Don’t read too much into Nov’24 IIP numbers – they look good because of base effect. We need to see better momentum in GST collections, credit growth and GDP numbers to get confidence of coming out of this cyclical slowdown.
Rupee is playing catch up on the way down, after a long sideways drift when other currencies were weakening against USD. INR can fall another 3-4%, especially if CNY depreciates in anticipation of US tariffs. Currency is a key variable influencing FII flows – need to stay cautious on Indian markets until INR stabilizes.
HSBC Large & Midcap Fund had a good 2024 – delivering over 28% return while the BSE Large Midcap TRI delivered about 12%. Cheenu’s decision to focus on stocks at growth inflections points across industrials and consumer discretionary spaces has been a key performance contributor.
In today’s disruptive world, moats are less relevant. What is more relevant is to identify companies that are at a growth inflection point– which may last 1-3 years – during which they can grow in a non-linear manner, due to a combination of industry/segment tailwinds and strong execution skills to make the most of the growth wave.
Historical PE numbers may not be the best way in such cases to value such businesses. Growth delta influences stock behaviour more than historical valuations in these instances.
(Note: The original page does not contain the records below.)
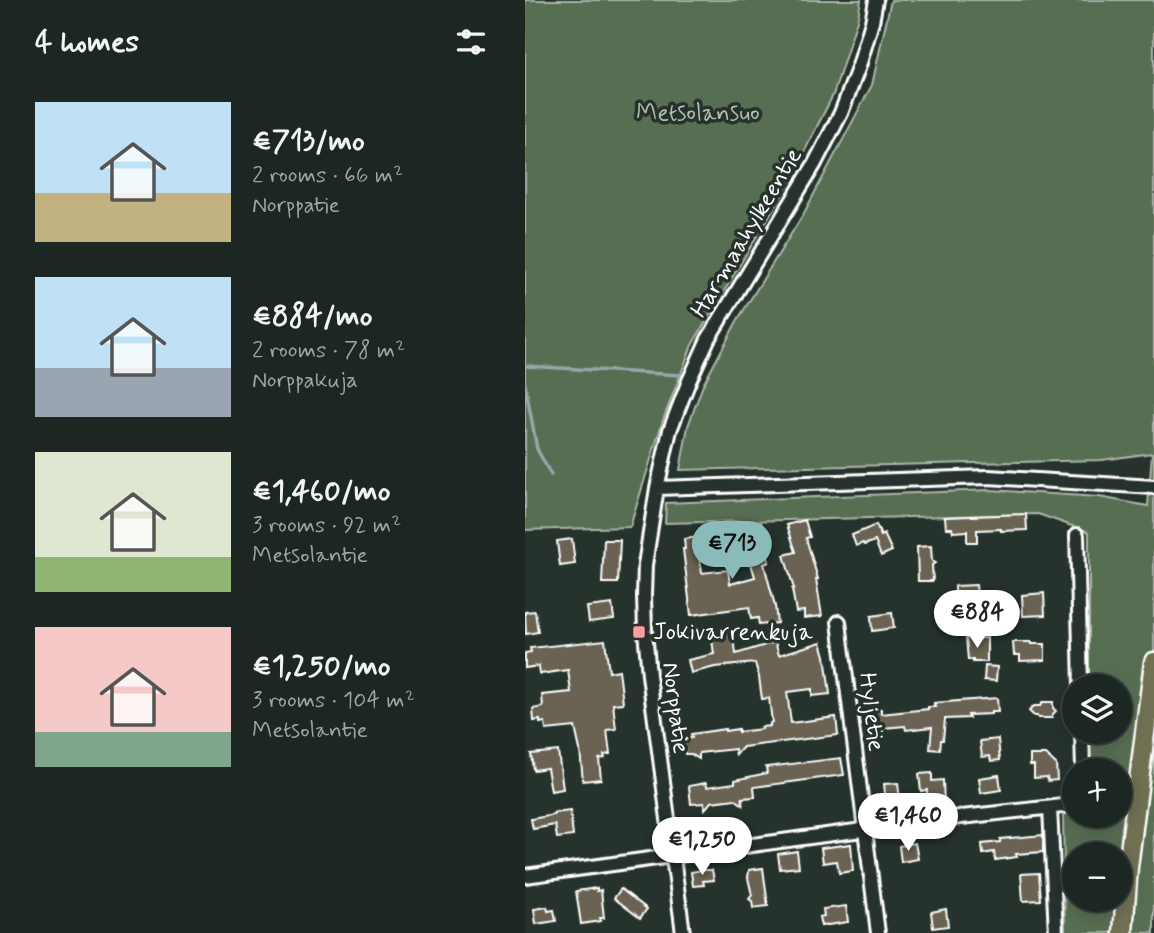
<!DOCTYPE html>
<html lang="en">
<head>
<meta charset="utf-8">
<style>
  body { margin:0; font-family:Mynerve,sans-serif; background:#252e2a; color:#f1f3f6; height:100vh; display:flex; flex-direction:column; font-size:26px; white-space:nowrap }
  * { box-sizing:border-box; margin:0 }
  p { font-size:23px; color:#a0a5a5 }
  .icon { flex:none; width:38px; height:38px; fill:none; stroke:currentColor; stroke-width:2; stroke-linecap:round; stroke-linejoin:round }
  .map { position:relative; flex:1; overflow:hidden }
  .side { display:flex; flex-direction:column; background:#1c2622; width:525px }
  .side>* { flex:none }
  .controls { position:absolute; left:537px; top:674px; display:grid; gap:14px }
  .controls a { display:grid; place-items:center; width:70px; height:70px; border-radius:50%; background:#1c2622; box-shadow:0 4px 18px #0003,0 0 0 2px #3a4340; font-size:35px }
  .price { position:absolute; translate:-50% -60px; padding:0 16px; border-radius:24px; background:#fff; color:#222; font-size:23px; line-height:46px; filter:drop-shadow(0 2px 4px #0008) }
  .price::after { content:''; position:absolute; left:50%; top:42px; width:21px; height:16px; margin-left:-10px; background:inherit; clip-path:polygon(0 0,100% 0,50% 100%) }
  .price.on { background:#8bbbb9; color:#111 }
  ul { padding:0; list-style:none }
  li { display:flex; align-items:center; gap:21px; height:175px; padding:0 35px }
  li span { display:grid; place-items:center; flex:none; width:196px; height:140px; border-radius:0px; color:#555 }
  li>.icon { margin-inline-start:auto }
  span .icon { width:84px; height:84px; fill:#fffc; stroke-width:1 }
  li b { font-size:30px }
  h2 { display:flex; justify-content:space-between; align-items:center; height:84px; padding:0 35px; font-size:30px }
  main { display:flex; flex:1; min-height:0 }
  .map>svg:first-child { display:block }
  .green { fill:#586e53; stroke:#acb6a9; stroke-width:2; fill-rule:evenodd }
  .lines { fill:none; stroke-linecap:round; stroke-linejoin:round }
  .stream { stroke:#99a6ab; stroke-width:3.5 }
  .building { fill:#6a6352; stroke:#fff; stroke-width:2 }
  .minor-casing { stroke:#fff; stroke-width:18 }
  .highway-casing { stroke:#fff; stroke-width:23 }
  .minor { stroke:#26332d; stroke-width:12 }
  .highway { stroke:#706f52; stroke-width:18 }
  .poi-dot { fill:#ff9aa2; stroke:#26332d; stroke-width:2.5 }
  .labels { text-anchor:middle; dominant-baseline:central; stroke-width:7; stroke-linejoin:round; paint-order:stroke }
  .park-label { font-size:24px; fill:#b4beb2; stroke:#26332d }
  .street-label { font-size:24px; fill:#fff; stroke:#26332d }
  .poi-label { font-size:24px; fill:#fff; stroke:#26332d; text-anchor:start }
</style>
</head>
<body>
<main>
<section class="side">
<h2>4 homes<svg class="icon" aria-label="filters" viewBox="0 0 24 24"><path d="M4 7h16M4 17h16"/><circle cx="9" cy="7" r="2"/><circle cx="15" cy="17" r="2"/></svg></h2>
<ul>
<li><span style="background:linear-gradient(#bfe0f5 65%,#c2b280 0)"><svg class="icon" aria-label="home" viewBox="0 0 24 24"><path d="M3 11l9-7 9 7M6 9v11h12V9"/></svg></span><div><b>€713/mo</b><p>2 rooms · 66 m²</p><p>Norppatie</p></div></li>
<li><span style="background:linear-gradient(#bfe0f5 65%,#9aa5b1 0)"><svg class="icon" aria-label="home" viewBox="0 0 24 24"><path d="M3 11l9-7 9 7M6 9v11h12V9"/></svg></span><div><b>€884/mo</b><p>2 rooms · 78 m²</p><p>Norppakuja</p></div></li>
<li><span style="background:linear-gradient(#dfe7d0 75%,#8fb573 0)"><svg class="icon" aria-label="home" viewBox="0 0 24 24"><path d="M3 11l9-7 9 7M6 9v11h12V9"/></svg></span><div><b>€1,460/mo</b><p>3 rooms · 92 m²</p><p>Metsolantie</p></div></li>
<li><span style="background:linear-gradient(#f6c9c9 75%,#7fa58c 0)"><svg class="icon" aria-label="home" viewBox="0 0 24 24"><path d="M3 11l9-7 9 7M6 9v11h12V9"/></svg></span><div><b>€1,250/mo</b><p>3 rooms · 104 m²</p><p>Metsolantie</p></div></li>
</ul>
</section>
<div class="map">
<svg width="629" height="933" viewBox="0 0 629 933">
  <rect width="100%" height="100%" fill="#26332d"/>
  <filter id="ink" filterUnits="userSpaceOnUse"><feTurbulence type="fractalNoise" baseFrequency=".0143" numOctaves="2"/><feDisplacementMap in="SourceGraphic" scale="14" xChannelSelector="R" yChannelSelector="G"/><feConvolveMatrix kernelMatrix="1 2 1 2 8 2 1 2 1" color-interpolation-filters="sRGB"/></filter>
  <g filter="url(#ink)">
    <!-- green -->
    <path class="green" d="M0,0H336L333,17L308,95L262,186L167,345L138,420L105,527L0,530Z
      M366,0H629V933H540L538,814L549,813L550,816H595V770H565V732H595V686H564V532L513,514L140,523L141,503L465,490L574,497L623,506L627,453L577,460L155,470L163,426L178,385L212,321L279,213L347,85ZM550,854H595V900H550Z"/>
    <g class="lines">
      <!-- stream -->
      <path class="stream" d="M0,366L156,375
        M0,384L12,449L26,475"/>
    </g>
    <!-- building -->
    <path class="building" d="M501,514L502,530L476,531V529L452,530V542H442V531L428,532L427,528H421L420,517Z
      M280,520L285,537L281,538L293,579H291L297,616L279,618V611L271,612L267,589H269L259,555L271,552L262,525Z
      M236,523L240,536V540H238L244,562L239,564L250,606L252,623L234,625L233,618L226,619L224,607L166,615L158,549H160L159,539L174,537L177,554L174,555L177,573L203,570L205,584L230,577L224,557L220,558L211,530Z
      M351,525L356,536L359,534L367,551L356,556L350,541L339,545L338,543L331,546L327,535Z
      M47,539L50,564L35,566L32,541Z
      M79,540H95L93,583H77Z
      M406,546L407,561L410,563L407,565L408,581H393L392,547Z
      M451,585L452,595H463L464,607L437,608V603L430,604V586Z
      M519,593L520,615L498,616L497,595Z
      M87,604L89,619L64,622L62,607Z
      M10,611L13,632L1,634L0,612Z
      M367,613L369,628L347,631L346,616Z
      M208,629L211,654L250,642L254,655L296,642L300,656L305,694L287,696V689L262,692L266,723L311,717L313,735L218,747L211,755L210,749L174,753V759L166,754H160L158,739L167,738L166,734L200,729V731L213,729V732L237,729L236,727L245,726V723L247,722L244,698L237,699L234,677L230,663L190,667L166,673L163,660L189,654L186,632Z
      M441,638H462V662H448V660H443Z
      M80,640L84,672L94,670L98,703L88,704L91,729L82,730L85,754L79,755L80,758L74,759L76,779L58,781L55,750L50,727L21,730L20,722L15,723V720L9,721L8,709L18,707L17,695L46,692L43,670L15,674L14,666L0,668V653L6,652L5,648Z
      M488,642H506V644H520V660L495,661V655H489Z
      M460,666L472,667L471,681L459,680Z
      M472,698L473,712H466V714L443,715L444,718L420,719L418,740H416L415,750L405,749L407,727L381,730L380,726L358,728V731L342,733L339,711L356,709V714L403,709V707H410L409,703Z
      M518,702H528V708L531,711L527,715V718H513L512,716H509L504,711L509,706H515Z
      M473,739L475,760L466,761L465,756L457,757L455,741Z
      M33,751L38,789L26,791L22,768L8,770L6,754Z
      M505,755H521L531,764L532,780L523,781L522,777L509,778V765H505Z
      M316,758L319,775L229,787L230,797L217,798L218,805L210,799L186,802L180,809L179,803L166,804L164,786L181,783L182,787L210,783V780L242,773L241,767Z
      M407,773V781L418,780L419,805L403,807L402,790L396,791L394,774Z
      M474,775L476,790L456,793L454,778Z
      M373,783L375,802L361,804L359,784Z
      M45,811L48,836L32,838L30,825L8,829L6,819L29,815V813Z
      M518,835V852L491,854L492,857L470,860L469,852L458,854L457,844L475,842V839Z
      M390,843L393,859L376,862L374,846Z
      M326,844L328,871L314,873L312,861L298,863L296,848Z
      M272,851L274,867L255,869L253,854Z
      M238,868L243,906L228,908L227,901L224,899L227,895L223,878L224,870Z
      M177,870H187L189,880L178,881L179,885L168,886L166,872Z
      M514,873L516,900L498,901L496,874Z
      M72,888V891L76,890L79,918H75L76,921L56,924L51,891Z
      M96,889L122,909L115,918L89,898Z
      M321,906L323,922L296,926L294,917L299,916L298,909Z
      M22,907L23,911L29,910L31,921L11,924L9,909Z
      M421,909L423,926L408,928L406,912Z"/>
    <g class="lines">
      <!-- minor casing -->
      <g class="minor-casing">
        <path id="minor" d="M132,488L463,477L629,487
          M552,535L556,686
          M314,622L353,933
          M557,732L558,770
          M525,808L531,933
          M0,876L418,819L547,805L550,802
          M158,933L124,675L120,631L119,596L120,565L132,488L145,430L164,381L183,339L289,165L316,113L334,66L347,22L351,0"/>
      </g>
      <!-- highway casing -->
      <g class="highway-casing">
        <path id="highway" d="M598,933L603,867L629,662"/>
      </g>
      <!-- minor -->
      <use href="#minor" class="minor"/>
      <!-- highway -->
      <use href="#highway" class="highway"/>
    </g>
  </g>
  <!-- markers -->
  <rect class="poi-dot" x="107" y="625" width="14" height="14" rx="3.5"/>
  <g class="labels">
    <!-- park labels -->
    <g class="park-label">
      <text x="173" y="113">Metsolansuo</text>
    </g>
    <!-- street labels -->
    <g class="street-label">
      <text transform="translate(222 233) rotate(-59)">Harmaahylkeentie</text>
      <text transform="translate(150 708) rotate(83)">Norppatie</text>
      <text transform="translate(346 712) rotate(83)">Hyljetie</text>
    </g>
    <!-- poi labels -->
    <g class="poi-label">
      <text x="128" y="632">Jokivarrenkuja</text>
    </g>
  </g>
</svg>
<div class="controls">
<a><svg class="icon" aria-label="layers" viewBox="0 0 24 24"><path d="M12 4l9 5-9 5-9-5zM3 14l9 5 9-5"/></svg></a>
<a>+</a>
<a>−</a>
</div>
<b class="price on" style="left:207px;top:581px">€713</b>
<b class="price" style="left:452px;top:650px">€884</b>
<b class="price" style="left:383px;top:853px">€1,460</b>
<b class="price" style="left:177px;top:877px">€1,250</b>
</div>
</main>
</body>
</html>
Cheenu finds large caps reasonably valued now. Midcap valuations are relatively high, but earnings growth prospects for many of them can still support these valuations. The same cannot be said about small caps, where earnings growth numbers are coming off in many cases.
Cheenu is adding IT stocks which she believes can start a cyclical recovery with positive growth trends coming in from US.
Her dark horse pick is cement – a sector which is seeing lot of consolidation – which can be a precursor to stabilizing and improving prices.